If you’re involved in corporate finance these days, scary times aren’t confined to the month of October.
That eerily omnipresent sound you’re hearing isn’t slow footsteps creaking across floorboards as the grim reaper approaches, but rather the spine-tingling tick-tock-tick-tock of a clock counting down to the 2018 effective date for the new revenue recognition accounting standards.
A ‘doomsday clock,’ if you will.
Yes, that’s the vision being seeded into people’s heads following new frightening findings to come out of the most recent collaborative survey by PwC and Financial Executives Research Foundation (FERF). Many companies have yet to finish assessing the impact of the new revenue standard and others haven’t even started.

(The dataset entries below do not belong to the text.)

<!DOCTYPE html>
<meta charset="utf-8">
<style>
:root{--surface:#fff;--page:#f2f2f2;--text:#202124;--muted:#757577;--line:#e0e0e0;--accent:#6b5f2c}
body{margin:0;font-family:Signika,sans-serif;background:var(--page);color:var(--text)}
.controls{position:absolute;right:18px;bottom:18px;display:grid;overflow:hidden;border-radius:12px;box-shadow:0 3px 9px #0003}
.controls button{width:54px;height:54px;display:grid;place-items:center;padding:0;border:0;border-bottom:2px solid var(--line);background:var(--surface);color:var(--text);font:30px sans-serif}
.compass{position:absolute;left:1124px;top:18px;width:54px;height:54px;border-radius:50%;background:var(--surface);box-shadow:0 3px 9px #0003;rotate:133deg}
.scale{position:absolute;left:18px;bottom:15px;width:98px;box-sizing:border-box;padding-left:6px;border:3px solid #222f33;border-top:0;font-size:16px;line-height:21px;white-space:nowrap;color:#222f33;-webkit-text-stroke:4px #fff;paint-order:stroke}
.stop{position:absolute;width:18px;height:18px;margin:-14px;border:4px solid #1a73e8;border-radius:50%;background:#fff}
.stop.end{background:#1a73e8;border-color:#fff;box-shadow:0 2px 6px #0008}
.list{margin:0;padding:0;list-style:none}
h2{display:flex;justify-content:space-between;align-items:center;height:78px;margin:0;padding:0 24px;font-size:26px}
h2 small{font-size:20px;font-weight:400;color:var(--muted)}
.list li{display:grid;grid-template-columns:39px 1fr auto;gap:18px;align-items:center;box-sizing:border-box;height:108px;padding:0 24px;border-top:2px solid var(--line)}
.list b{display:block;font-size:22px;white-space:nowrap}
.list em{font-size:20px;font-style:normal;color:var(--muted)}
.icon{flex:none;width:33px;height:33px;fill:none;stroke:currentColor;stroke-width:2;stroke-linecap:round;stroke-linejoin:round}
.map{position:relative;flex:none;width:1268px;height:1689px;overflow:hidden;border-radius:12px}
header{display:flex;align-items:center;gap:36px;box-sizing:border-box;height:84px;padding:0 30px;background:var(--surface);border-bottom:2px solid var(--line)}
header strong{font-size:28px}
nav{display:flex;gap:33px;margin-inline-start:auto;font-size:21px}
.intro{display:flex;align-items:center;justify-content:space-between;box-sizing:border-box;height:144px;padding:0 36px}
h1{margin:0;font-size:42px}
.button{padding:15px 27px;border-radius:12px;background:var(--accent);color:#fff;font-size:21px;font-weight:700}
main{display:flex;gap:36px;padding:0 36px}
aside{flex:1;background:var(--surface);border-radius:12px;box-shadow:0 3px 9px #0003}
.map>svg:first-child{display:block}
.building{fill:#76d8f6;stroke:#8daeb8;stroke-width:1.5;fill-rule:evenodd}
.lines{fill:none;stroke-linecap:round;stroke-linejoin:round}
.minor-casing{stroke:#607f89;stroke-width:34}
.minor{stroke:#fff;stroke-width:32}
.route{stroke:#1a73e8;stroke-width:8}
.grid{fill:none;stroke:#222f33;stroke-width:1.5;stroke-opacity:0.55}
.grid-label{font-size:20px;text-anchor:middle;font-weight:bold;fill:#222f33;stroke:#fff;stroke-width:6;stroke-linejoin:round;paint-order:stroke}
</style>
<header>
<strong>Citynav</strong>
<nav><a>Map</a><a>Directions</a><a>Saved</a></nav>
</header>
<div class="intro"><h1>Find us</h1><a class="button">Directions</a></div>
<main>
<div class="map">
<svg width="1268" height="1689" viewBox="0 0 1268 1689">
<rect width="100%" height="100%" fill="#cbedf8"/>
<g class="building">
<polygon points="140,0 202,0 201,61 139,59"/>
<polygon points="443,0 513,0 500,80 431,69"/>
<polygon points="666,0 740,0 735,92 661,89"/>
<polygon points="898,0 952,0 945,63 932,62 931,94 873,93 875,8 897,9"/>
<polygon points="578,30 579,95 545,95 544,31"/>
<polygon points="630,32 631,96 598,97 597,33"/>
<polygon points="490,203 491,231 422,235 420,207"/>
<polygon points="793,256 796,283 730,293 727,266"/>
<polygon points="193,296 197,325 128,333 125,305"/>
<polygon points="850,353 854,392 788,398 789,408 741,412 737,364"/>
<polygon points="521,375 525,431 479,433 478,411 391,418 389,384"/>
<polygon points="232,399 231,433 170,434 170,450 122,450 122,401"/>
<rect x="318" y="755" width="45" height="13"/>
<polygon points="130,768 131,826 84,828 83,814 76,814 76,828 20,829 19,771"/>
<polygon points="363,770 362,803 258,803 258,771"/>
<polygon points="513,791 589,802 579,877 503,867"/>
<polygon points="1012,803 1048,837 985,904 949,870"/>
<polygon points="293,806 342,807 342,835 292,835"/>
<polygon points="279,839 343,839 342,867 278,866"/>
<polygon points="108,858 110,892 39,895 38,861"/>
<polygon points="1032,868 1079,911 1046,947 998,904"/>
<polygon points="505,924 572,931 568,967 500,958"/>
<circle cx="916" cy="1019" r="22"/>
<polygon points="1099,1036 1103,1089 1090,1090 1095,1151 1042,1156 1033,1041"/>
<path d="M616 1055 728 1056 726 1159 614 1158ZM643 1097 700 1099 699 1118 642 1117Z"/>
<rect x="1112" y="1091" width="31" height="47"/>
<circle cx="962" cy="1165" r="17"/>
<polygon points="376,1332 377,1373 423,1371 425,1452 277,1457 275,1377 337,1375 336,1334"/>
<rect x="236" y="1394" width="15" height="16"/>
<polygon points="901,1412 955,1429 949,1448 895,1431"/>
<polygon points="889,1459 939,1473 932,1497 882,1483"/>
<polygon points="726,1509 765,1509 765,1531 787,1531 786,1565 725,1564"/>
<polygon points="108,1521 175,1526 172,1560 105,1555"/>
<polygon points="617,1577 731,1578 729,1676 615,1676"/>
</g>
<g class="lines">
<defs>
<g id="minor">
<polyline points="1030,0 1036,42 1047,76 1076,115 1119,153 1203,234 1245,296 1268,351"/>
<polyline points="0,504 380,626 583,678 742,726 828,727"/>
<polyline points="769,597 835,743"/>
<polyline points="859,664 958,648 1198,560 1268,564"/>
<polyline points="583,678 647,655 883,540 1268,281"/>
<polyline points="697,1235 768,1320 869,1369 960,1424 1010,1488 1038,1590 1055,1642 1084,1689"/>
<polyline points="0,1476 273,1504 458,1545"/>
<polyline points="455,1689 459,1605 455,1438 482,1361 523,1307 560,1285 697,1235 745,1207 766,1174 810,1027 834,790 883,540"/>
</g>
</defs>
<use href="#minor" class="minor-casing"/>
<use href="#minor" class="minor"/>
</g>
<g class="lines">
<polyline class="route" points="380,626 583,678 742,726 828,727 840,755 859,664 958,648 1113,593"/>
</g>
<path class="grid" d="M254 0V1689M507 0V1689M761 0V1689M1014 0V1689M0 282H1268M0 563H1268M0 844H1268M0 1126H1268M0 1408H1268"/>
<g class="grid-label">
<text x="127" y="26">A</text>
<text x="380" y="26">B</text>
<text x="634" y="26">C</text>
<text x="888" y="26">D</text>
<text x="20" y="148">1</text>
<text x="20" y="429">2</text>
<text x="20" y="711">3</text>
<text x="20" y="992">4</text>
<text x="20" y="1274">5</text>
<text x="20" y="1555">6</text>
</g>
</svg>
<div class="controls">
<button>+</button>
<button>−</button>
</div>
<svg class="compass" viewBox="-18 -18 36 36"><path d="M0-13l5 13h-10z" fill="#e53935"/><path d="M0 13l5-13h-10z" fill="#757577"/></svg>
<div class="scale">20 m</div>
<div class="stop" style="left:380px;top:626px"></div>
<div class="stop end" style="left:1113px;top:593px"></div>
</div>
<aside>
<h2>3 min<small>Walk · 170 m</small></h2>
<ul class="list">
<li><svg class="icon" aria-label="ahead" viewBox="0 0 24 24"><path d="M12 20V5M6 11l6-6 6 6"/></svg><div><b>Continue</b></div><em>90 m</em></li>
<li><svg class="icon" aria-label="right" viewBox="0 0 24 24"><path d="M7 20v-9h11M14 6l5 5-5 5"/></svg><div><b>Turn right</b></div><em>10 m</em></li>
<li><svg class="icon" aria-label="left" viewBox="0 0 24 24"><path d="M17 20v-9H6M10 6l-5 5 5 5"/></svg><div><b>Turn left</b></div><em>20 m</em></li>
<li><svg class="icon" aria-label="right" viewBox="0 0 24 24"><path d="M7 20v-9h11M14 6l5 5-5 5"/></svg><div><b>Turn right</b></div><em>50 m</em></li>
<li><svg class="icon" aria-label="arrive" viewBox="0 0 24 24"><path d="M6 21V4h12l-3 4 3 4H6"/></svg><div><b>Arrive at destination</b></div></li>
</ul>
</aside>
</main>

Keep in mind, while the effective date for being compliant with the new five-step, principles-based revenue recognition standard (ASC 606 / IFRS 15) is January 1, 2018, estimates are that it takes about 18 months for the average corporation to adopt to this new standard – and we’re only 14 months out right now.
For those still working their way through impact assessments or yet to begin, the grim reaper might be a welcome relief.
We kid, but do we?
The time to dawdle on this massive undertaking has passed. Even for the private companies with an extra year to comply – there needs to be a sense of urgency which isn’t evident.

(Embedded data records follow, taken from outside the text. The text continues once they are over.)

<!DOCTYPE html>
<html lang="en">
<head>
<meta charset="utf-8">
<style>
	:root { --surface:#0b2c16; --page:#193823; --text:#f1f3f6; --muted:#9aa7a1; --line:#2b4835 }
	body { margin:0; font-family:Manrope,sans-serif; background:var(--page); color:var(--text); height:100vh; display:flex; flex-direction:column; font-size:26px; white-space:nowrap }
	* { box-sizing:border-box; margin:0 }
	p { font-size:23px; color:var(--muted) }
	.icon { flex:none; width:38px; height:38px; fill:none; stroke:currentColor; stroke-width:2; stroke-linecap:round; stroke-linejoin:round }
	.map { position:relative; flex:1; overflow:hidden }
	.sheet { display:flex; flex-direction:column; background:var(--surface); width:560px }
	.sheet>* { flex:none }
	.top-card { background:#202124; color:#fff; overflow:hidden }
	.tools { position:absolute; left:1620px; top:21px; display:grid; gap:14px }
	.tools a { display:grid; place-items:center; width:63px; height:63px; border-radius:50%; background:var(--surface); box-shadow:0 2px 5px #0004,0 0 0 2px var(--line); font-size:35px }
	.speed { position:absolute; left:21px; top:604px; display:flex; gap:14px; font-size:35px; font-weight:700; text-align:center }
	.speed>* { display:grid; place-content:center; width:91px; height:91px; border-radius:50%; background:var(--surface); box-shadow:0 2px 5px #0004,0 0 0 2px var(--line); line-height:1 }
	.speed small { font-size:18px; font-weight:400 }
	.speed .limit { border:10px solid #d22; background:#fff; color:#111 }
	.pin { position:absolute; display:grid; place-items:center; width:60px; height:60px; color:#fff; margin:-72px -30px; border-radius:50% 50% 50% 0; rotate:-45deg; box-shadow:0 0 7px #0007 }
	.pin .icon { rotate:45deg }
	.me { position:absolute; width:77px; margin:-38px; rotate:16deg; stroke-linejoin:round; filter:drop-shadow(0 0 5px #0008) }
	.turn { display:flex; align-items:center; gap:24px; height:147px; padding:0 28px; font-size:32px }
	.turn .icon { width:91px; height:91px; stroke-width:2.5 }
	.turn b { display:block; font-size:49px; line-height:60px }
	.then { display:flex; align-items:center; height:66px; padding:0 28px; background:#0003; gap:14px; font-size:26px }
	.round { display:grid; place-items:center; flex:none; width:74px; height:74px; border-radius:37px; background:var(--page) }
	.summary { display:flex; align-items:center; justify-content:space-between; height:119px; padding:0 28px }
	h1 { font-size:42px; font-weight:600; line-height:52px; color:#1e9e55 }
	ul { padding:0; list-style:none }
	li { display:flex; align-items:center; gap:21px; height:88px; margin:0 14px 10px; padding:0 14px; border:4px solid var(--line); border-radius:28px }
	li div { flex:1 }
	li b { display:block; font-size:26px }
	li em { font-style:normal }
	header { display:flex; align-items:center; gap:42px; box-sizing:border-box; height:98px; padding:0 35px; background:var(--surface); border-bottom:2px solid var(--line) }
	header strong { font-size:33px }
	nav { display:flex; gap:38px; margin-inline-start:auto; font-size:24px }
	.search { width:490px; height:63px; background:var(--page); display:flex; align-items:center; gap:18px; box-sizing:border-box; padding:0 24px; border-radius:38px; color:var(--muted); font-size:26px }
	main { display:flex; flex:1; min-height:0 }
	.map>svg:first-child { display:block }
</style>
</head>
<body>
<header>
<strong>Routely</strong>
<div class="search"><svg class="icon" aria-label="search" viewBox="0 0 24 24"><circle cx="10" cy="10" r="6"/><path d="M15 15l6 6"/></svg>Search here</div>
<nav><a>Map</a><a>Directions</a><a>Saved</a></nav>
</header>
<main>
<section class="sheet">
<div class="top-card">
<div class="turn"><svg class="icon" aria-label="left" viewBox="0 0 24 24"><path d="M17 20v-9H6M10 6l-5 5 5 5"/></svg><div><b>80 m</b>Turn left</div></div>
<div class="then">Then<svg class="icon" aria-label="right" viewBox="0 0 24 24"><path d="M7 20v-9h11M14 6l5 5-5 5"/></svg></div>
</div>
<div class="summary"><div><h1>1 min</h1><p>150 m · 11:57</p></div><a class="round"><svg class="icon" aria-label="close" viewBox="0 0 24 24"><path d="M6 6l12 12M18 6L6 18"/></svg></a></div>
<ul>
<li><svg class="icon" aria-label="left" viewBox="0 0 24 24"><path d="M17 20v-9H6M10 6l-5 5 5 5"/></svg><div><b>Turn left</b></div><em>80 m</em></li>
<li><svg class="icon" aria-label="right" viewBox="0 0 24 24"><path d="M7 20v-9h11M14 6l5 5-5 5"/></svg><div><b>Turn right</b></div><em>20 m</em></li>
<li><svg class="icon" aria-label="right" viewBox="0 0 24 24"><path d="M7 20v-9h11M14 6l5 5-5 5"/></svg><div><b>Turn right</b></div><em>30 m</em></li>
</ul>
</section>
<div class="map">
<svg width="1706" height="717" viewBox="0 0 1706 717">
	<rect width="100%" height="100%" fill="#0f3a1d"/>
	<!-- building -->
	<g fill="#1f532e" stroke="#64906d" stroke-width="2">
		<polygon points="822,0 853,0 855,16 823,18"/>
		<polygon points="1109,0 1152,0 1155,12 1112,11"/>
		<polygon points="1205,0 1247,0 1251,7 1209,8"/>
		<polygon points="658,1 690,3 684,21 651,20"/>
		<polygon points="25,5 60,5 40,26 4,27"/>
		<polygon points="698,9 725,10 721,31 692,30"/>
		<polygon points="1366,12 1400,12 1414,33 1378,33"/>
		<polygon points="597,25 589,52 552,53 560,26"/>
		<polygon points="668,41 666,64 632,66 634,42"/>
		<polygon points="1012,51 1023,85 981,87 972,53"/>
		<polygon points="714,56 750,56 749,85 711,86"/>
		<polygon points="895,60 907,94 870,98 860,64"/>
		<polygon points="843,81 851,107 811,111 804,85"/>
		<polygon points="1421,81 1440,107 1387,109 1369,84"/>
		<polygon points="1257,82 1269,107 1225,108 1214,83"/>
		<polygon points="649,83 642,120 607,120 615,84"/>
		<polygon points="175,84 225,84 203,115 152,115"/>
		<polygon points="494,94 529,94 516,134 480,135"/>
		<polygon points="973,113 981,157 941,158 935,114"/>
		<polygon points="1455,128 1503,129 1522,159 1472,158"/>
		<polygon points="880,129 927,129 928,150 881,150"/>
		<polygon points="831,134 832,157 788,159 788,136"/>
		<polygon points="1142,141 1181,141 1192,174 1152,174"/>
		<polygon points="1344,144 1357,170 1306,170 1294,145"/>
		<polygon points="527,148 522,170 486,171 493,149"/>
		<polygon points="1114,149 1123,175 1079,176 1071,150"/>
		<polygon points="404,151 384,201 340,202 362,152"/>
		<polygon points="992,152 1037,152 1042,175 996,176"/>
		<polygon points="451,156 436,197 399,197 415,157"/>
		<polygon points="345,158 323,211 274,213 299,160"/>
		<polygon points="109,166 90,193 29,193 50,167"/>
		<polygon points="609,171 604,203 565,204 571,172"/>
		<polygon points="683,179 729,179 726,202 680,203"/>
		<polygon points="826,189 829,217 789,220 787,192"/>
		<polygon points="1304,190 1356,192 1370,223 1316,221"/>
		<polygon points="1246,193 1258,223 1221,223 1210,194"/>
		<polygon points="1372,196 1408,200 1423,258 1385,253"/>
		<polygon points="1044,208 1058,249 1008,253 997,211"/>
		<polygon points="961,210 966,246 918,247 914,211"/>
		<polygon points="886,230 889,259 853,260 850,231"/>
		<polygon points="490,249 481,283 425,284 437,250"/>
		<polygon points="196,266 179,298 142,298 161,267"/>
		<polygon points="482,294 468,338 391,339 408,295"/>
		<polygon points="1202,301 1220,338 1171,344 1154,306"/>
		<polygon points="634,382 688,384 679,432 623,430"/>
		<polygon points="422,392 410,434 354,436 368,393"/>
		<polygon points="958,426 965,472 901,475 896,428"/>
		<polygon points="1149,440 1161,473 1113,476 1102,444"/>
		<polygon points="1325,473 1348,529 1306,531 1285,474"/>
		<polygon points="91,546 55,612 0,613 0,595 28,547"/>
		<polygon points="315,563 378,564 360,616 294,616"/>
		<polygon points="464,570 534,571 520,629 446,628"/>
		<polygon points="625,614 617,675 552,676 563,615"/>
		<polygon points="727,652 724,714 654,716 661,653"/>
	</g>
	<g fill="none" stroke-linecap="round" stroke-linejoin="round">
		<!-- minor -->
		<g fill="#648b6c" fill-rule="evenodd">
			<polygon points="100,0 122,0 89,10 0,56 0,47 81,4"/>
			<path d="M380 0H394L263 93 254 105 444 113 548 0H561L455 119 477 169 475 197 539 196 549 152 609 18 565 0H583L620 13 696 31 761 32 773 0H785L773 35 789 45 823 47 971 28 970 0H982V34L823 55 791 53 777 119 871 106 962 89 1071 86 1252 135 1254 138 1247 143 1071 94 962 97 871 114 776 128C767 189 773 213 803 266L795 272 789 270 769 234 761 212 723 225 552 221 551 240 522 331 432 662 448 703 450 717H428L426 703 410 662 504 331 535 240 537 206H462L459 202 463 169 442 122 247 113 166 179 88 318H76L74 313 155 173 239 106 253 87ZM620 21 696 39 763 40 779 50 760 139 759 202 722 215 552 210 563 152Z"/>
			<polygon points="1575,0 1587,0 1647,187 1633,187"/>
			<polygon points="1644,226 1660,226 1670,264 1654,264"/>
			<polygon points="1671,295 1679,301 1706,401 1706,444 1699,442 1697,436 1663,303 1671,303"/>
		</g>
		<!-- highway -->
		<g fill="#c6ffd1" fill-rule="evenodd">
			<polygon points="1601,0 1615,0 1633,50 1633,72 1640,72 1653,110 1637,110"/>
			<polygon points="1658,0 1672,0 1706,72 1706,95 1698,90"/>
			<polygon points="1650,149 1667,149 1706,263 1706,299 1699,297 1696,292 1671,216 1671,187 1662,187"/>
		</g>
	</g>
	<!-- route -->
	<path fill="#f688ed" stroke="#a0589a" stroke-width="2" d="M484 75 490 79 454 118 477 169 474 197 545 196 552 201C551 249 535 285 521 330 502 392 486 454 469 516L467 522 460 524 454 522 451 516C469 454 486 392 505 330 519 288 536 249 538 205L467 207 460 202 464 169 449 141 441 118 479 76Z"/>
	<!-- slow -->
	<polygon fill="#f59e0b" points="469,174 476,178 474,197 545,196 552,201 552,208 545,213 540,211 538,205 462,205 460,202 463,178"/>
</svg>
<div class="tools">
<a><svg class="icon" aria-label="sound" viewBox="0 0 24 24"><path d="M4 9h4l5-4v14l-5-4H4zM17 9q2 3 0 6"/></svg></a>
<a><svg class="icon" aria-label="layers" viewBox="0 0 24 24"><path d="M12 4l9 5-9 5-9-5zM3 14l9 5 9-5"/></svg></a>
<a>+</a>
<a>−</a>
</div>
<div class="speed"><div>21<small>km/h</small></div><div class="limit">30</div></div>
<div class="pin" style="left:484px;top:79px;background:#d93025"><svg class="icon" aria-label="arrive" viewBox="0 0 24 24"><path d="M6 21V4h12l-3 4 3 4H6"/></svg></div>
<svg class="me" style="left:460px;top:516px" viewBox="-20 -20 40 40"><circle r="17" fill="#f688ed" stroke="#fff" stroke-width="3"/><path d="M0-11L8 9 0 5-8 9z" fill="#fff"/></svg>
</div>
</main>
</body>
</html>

The fundamental questions sought by the third joint study from PwC and FERF are (1) whether companies are ready and (2) what are the key challenges of the transition.
Facts and figures boil down the answer to that first question as a resounding “No.” We’ll come back to that second question.
Some findings from the industry-spanning online survey of more than 700 executives in accounting and finance in August of 2016:
- Nearly two-thirds (65%) are still assessing impact of the new standard
- Only 13% have actually started implementing
- Of companies in the private sector, nearly half (47%) haven’t started any assessment
- More than half (52%) have yet to choose an adoption method to transition their financial reporting to the new standard
This study confirms a widely held belief that most organizations have yet to grasp a clear understanding of how this change will impact them.
While the intention of the newly converged standards is to improve comparability across industries – and across the globe – getting there is by no means an easy task, hence the current quagmire. This wholesale replacement of nearly all current revenue recognition requirements under IAS & US GAAP means “IFRS 15 and ASC 606 will change the way private, public and non-profit organizations manage business processes, earnings statements, and internal control over financial reporting,” as stated in the doomsday-clock-envisioning article by FEI on the survey.
When it comes to revenue recognition, time is not on your side. Although it may seem far away, time to implement these new processes is quickly running out, according to FEI. Stagnant companies hoping to accomplish any meaningful dual reporting prior to adoption of the new standard are watching that opportunity vanish.
CFOs and other financial leaders need to evaluate the imposing challenges not just to accounting departments, but across the enterprise as a whole.
The three-pronged plan recommended by experts includes a significant investment in professional development for affected employees and the necessary time and dedication to understand how both revenue and earning will be affected.
Let’s see where that effort stands, according to the survey:
- Due to the lack of respondents yet to complete impact assessments, there is no reliable estimate on overall cost to implement at this time so take with a grain of salt that 58% expected implementation costs wouldn’t exceed $500K
- Nearly two-thirds (63%) planned to leverage existing resources to implement the new changes, with only a third (34%) expecting to utilize the equivalent of more than three full-time staffers in the effort
- While contract review topped the list of potentially difficult implementation issues at 78%, the majority of respondents ticked off just about all listed issues, including documentation of a conversion process, developing new accounting policies and revisions to systems and associated controls – most suggesting “none of this is easy.”
“Every company is saying that everything is difficult,” said Dusty Stallings, partner at PwC, in a Wall Street Journal article on survey findings.
What can you do?
According to FEI, here are some helpful details for that proposed plan:
Training – it is estimated that about nine months of active use is required to get up to speed on the new standard. There is no time to waste in educating existing staff who, as findings indicate, will bear the bulk of the implementation work. Resources and training materials for businesses to use in-house are plentiful and can be found through FASB, AICPA, the IFRS and many accounting firms and consultancies.
Revenue – the new five-step model under the new standard is more event-driven. Performance obligations including services, warranties, delivery of goods and money back guarantees required to be performed in order to recognize revenue must be transparently recorded, priced and recognized, but at the appropriate time of completion. In short, expect revenue transparency to evolve significantly and timing to be impacted, though to what level depends on your industry and company.
Earnings – altering how revenue is calculated and performed will impact a company’s earning. Since companies will want to see the impact to their financial statements before anything is released to the public, most will want to run in parallel for a good portion of time, say six months, for comparison sake. In addition, the impact to taxes and tax liabilities through these changes must not be forgotten.
The luxury of time is no longer on the side of the financial executive. To ensure readiness for the looming 2018 deadline, a proper understanding of the impact of the new standard to both revenue and earnings is needed along with adequate training of the staff charged with carrying out the transition.